> _Problem_: The lines below starting at the line containing "1307,27 1236,71 1208,99" and ending at the line containing "2527,431 2527,776 2494,789" are to be repeated exactly, with both ends kept and nothing else added.

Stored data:

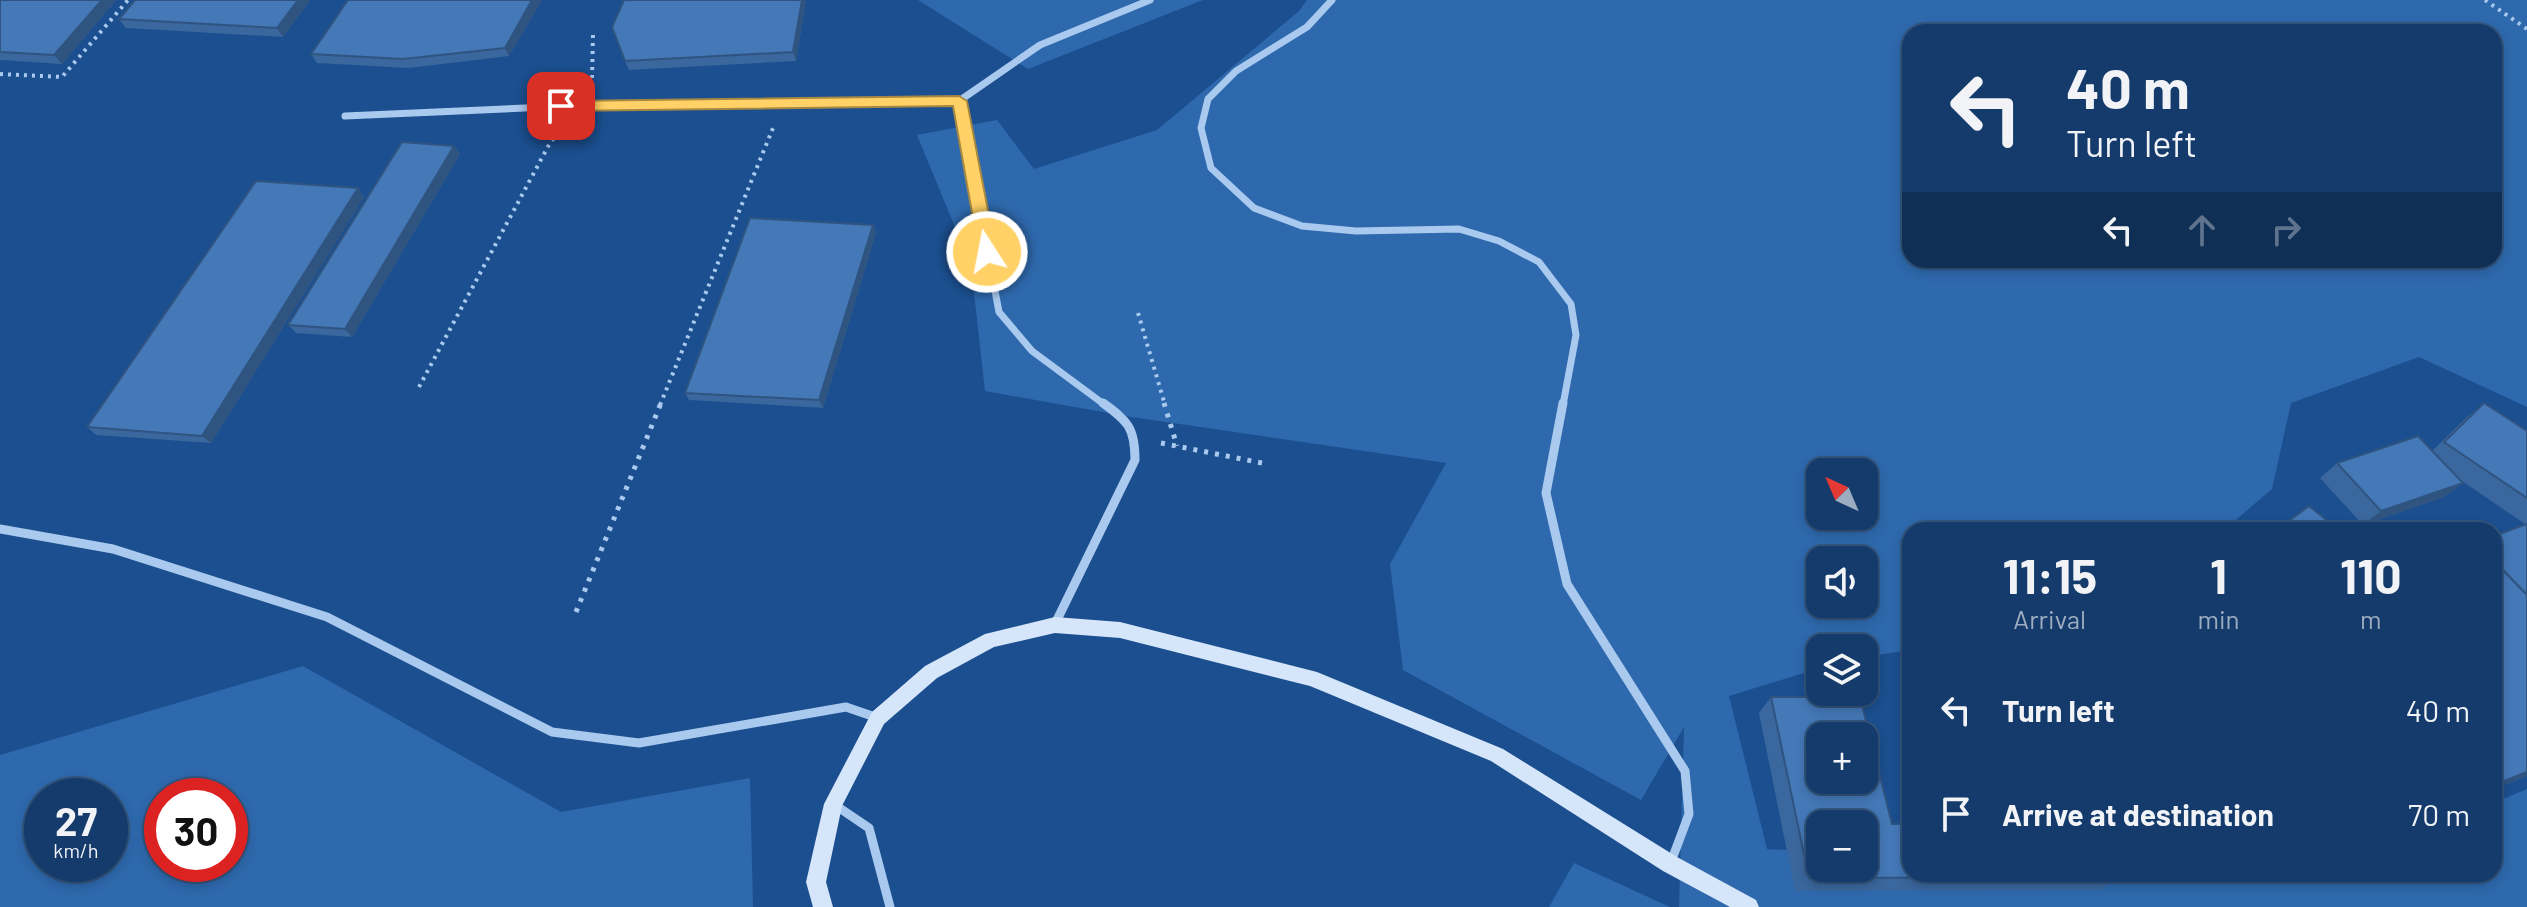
<!DOCTYPE html>
<meta charset="utf-8">
<style>
:root{--surface:#143b6b;--page:#214673;--text:#f1f3f6;--muted:#9dadc1;--line:#33557e}
body{margin:0;font-family:Barlow,sans-serif;background:var(--page);color:var(--text);height:100vh;display:flex;flex-direction:column;font-size:30px;white-space:nowrap}
*{box-sizing:border-box;margin:0}
p{font-size:26px;color:var(--muted)}
.icon{flex:none;width:44px;height:44px;fill:none;stroke:currentColor;stroke-width:2;stroke-linecap:round;stroke-linejoin:round}
.map{position:relative;flex:1;overflow:hidden}
.drawer{position:absolute;left:1902px;top:522px;width:600px;height:360px;display:flex;flex-direction:column;background:var(--surface);border-radius:24px;box-shadow:0 4px 12px #0003,0 0 0 2px var(--line)}
.drawer>*{flex:none}
.hud{position:absolute;left:1902px;top:24px;width:600px;height:244px;border-radius:24px;box-shadow:0 4px 12px #0003,0 0 0 2px var(--line);background:#143b6b;color:var(--text);overflow:hidden}
.needle{width:52px;rotate:316deg}
.buttons{position:absolute;left:1806px;top:458px;display:grid;gap:16px}
.buttons a{display:grid;place-items:center;width:72px;height:72px;border-radius:16px;background:var(--surface);box-shadow:0 4px 12px #0003,0 0 0 2px var(--line);font-size:40px}
.speed{position:absolute;left:24px;top:778px;display:flex;gap:16px;font-size:40px;font-weight:700;text-align:center}
.speed>*{display:grid;place-content:center;width:104px;height:104px;border-radius:50%;background:var(--surface);box-shadow:0 4px 12px #0003,0 0 0 2px var(--line);line-height:1}
.speed small{font-size:20px;font-weight:400}
.speed .limit{border:12px solid #d22;background:#fff;color:#111}
.pin{position:absolute;display:grid;place-items:center;width:68px;height:68px;color:#fff;margin:-34px;border-radius:16px;box-shadow:0 4px 12px #0006}
.me{position:absolute;width:88px;margin:-44px;rotate:349deg;stroke-linejoin:round;filter:drop-shadow(0 0 6px #0008)}
.turn{display:flex;align-items:center;gap:28px;height:168px;padding:0 32px;font-size:36px}
.turn .icon{width:104px;height:104px;stroke-width:2.5}
.turn b{display:block;font-size:56px;line-height:68px}
.lanes{display:flex;align-items:center;height:76px;padding:0 32px;background:#0003;justify-content:center;gap:40px;direction:ltr}
.lanes .off{opacity:.35}
.eta{display:flex;justify-content:space-evenly;align-items:center;height:136px;text-align:center}
.eta b{font-size:48px;font-weight:700;line-height:56px}
ul{padding:0;list-style:none}
li{display:flex;align-items:center;gap:24px;height:104px;padding:0 32px}
li div{flex:1}
li b{display:block;font-size:30px}
li em{font-style:normal}
.map>svg:first-child{display:block}
</style>
<div class="map">
<svg width="2527" height="907" viewBox="0 0 2527 907">
<rect width="100%" height="100%" fill="#1b4f8f"/>
<g fill="#2e69ad" fill-rule="evenodd">
<polygon points="918,0 1203,0 1028,69"/>
<path d="M1307 0H2527V407L2419 357 2291 403 2272 489 2224 530H1910V650L1864 657V648H1820V668L1729 696 1767 849 1820 852V868H1864L1910 874H2494V803L2527 789V907H1679L1684 727 1641 800 1403 670 1390 564 1446 463 1125 416 985 391 971 266 917 135 997 120 1034 169 1157 130 1299 11ZM1910 32H2494V260H1910ZM1820 472H1864V516H1820ZM1820 560H1864V604H1820Z"/>
<path d="M303 666 561 812 750 778 753 907H0V755ZM110 796V864H42V796ZM162 796H230V864H162Z"/>
<polygon points="1574,863 1670,907 1549,907"/>
</g>
<g fill="none" stroke-linecap="round" stroke-linejoin="round">
<g stroke="#a9c9ee" stroke-width="4" stroke-dasharray="3 5" stroke-linecap="butt">
<polyline points="2485,0 2527,29"/>
<polyline points="0,74 62,77 128,0"/>
<polyline points="592,78 593,34"/>
<polyline points="1138,313 1165,405"/>
<polyline points="419,387 551,141 557,136"/>
<polyline points="660,405 773,128"/>
</g>
<g stroke="#a9c9ee" stroke-width="5" stroke-dasharray="4 7" stroke-linecap="butt">
<polyline points="1164,403 1177,446"/>
<polyline points="1161,443 1262,463"/>
<polyline points="576,612 661,403"/>
</g>
<g stroke="#a9c9ee" stroke-width="7">
<polyline points="1332,0 1307,27 1236,71 1208,99 1201,128 1211,168 1254,208 1302,226 1356,231 1459,229 1499,241 1539,262 1571,304 1576,335 1563,405"/>
<polyline points="345,116 592,105 959,101"/>
<polyline points="1105,405 1032,351 999,312 959,101 1040,45 1150,0"/>
</g>
<g stroke="#a9c9ee" stroke-width="9">
<polyline points="1563,403 1546,493 1567,584 1685,771 1689,814 1671,862"/>
<polyline points="0,529 113,549 327,617 552,732 639,743 846,707 878,718"/>
<path d="M1055 624 1135 460C1135 428 1128 421 1103 403"/>
<polyline points="835,805 869,828 890,907"/>
</g>
<polygon fill="#d6e6fa" fill-rule="evenodd" points="1055,617 1120,622 1317,672 1503,749 1677,857 1756,900 1759,907 1730,907 1663,871 1491,761 1310,686 1120,638 1055,633 994,647 937,678 884,724 842,806 826,882 833,907 813,907 806,882 824,804 872,712 925,666 985,634"/>
</g>
<g fill="#3a679d">
<polygon points="0,0 116,0 62,64 0,60"/>
<polygon points="310,0 283,37 126,28 119,19"/>
<polygon points="542,0 509,56 409,68 317,63 311,54"/>
<polygon points="624,0 806,0 796,61 629,70 625,61"/>
<polygon points="454,146 460,154 352,337 296,333 288,325"/>
<polygon points="358,188 364,197 211,443 96,435 87,427"/>
<polygon points="873,225 876,233 823,408 689,400 685,393"/>
<polygon points="2484,403 2527,431 2527,776 2494,789 2525,524 2459,479 2463,483 2444,497 2363,525 2320,478 2337,463 2432,451 2466,418"/>
<polygon points="1771,697 1892,824 2121,877 2100,890 1795,891 1759,713"/>
</g>
<g fill="#305480">
<polygon points="102,0 116,0 62,64 54,55"/>
<polygon points="298,0 310,0 283,37 277,28"/>
<polygon points="532,0 542,0 509,56 505,48"/>
<polygon points="802,0 806,0 796,61 793,52"/>
<polygon points="454,146 460,154 352,337 345,329"/>
<polygon points="358,188 364,197 211,443 202,436"/>
<polygon points="873,225 876,233 823,408 819,400"/>
<polygon points="2463,483 2444,497 2363,525 2381,511"/>
<polygon points="2527,772 2527,776 2494,789 2494,785"/>
</g>
<g fill="#4478b7" stroke="#305480" stroke-width="2" fill-rule="evenodd">
<polygon points="0,0 102,0 54,55 0,52"/>
<polygon points="135,0 298,0 277,28 119,19"/>
<polygon points="348,0 532,0 505,48 403,59 311,54"/>
<polygon points="624,0 802,0 793,52 625,61 612,27"/>
<polygon points="402,142 454,146 345,329 288,325"/>
<polygon points="256,181 358,188 202,436 87,427"/>
<polygon points="750,218 873,225 819,400 685,393"/>
<polygon points="2484,403 2527,431 2527,498 2444,442"/>
<polygon points="2418,436 2463,483 2381,511 2337,463"/>
<polygon points="2309,506 2339,530 2277,530"/>
<polygon points="2527,524 2527,595 2495,562 2494,562 2494,536"/>
<polygon points="2494,562 2495,562 2527,595 2527,772 2494,785"/>
<path d="M1771 697H1860L1892 824H1910V874H2120L2121 877 1809 878ZM1820 736H1864V780H1820ZM1820 824H1864V868H1820Z"/>
</g>
<polygon fill="#ffd166" stroke="#a68842" stroke-width="2" points="959,96 967,101 996,252 987,258 979,252 953,106 561,111 554,106 561,101"/>
</svg>
<div class="buttons">
<a><svg class="needle" viewBox="-14 -14 28 28"><path d="M0-13l5 13h-10z" fill="#e53935"/><path d="M0 13l5-13h-10z" fill="#9dadc1"/></svg></a>
<a><svg class="icon" aria-label="sound" viewBox="0 0 24 24"><path d="M4 9h4l5-4v14l-5-4H4zM17 9q2 3 0 6"/></svg></a>
<a><svg class="icon" aria-label="layers" viewBox="0 0 24 24"><path d="M12 4l9 5-9 5-9-5zM3 14l9 5 9-5"/></svg></a>
<a>+</a>
<a>−</a>
</div>
<div class="speed"><div>27<small>km/h</small></div><div class="limit">30</div></div>
<div class="pin" style="left:561px;top:106px;background:#d93025"><svg class="icon" aria-label="arrive" viewBox="0 0 24 24"><path d="M6 21V4h12l-3 4 3 4H6"/></svg></div>
<svg class="me" style="left:987px;top:252px" viewBox="-20 -20 40 40"><circle r="17" fill="#ffd166" stroke="#fff" stroke-width="3"/><path d="M0-11L8 9 0 5-8 9z" fill="#fff"/></svg>
<div class="hud">
<div class="turn"><svg class="icon" aria-label="left" viewBox="0 0 24 24"><path d="M17 20v-9H6M10 6l-5 5 5 5"/></svg><div><b>40 m</b>Turn left</div></div>
<div class="lanes"><svg class="icon" aria-label="left" viewBox="0 0 24 24"><path d="M17 20v-9H6M10 6l-5 5 5 5"/></svg><svg class="icon off" aria-label="ahead" viewBox="0 0 24 24"><path d="M12 20V5M6 11l6-6 6 6"/></svg><svg class="icon off" aria-label="right" viewBox="0 0 24 24"><path d="M7 20v-9h11M14 6l5 5-5 5"/></svg></div>
</div>
<section class="drawer">
<div class="eta">
<div><b>11:15</b><p>Arrival</p></div>
<div><b>1</b><p>min</p></div>
<div><b>110</b><p>m</p></div>
</div>
<ul>
<li><svg class="icon" aria-label="left" viewBox="0 0 24 24"><path d="M17 20v-9H6M10 6l-5 5 5 5"/></svg><div><b>Turn left</b></div><em>40 m</em></li>
<li><svg class="icon" aria-label="arrive" viewBox="0 0 24 24"><path d="M6 21V4h12l-3 4 3 4H6"/></svg><div><b>Arrive at destination</b></div><em>70 m</em></li>
</ul>
</section>
</div>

> _Response box_:
<polyline points="1332,0 1307,27 1236,71 1208,99 1201,128 1211,168 1254,208 1302,226 1356,231 1459,229 1499,241 1539,262 1571,304 1576,335 1563,405"/>
<polyline points="345,116 592,105 959,101"/>
<polyline points="1105,405 1032,351 999,312 959,101 1040,45 1150,0"/>
</g>
<g stroke="#a9c9ee" stroke-width="9">
<polyline points="1563,403 1546,493 1567,584 1685,771 1689,814 1671,862"/>
<polyline points="0,529 113,549 327,617 552,732 639,743 846,707 878,718"/>
<path d="M1055 624 1135 460C1135 428 1128 421 1103 403"/>
<polyline points="835,805 869,828 890,907"/>
</g>
<polygon fill="#d6e6fa" fill-rule="evenodd" points="1055,617 1120,622 1317,672 1503,749 1677,857 1756,900 1759,907 1730,907 1663,871 1491,761 1310,686 1120,638 1055,633 994,647 937,678 884,724 842,806 826,882 833,907 813,907 806,882 824,804 872,712 925,666 985,634"/>
</g>
<g fill="#3a679d">
<polygon points="0,0 116,0 62,64 0,60"/>
<polygon points="310,0 283,37 126,28 119,19"/>
<polygon points="542,0 509,56 409,68 317,63 311,54"/>
<polygon points="624,0 806,0 796,61 629,70 625,61"/>
<polygon points="454,146 460,154 352,337 296,333 288,325"/>
<polygon points="358,188 364,197 211,443 96,435 87,427"/>
<polygon points="873,225 876,233 823,408 689,400 685,393"/>
<polygon points="2484,403 2527,431 2527,776 2494,789 2525,524 2459,479 2463,483 2444,497 2363,525 2320,478 2337,463 2432,451 2466,418"/>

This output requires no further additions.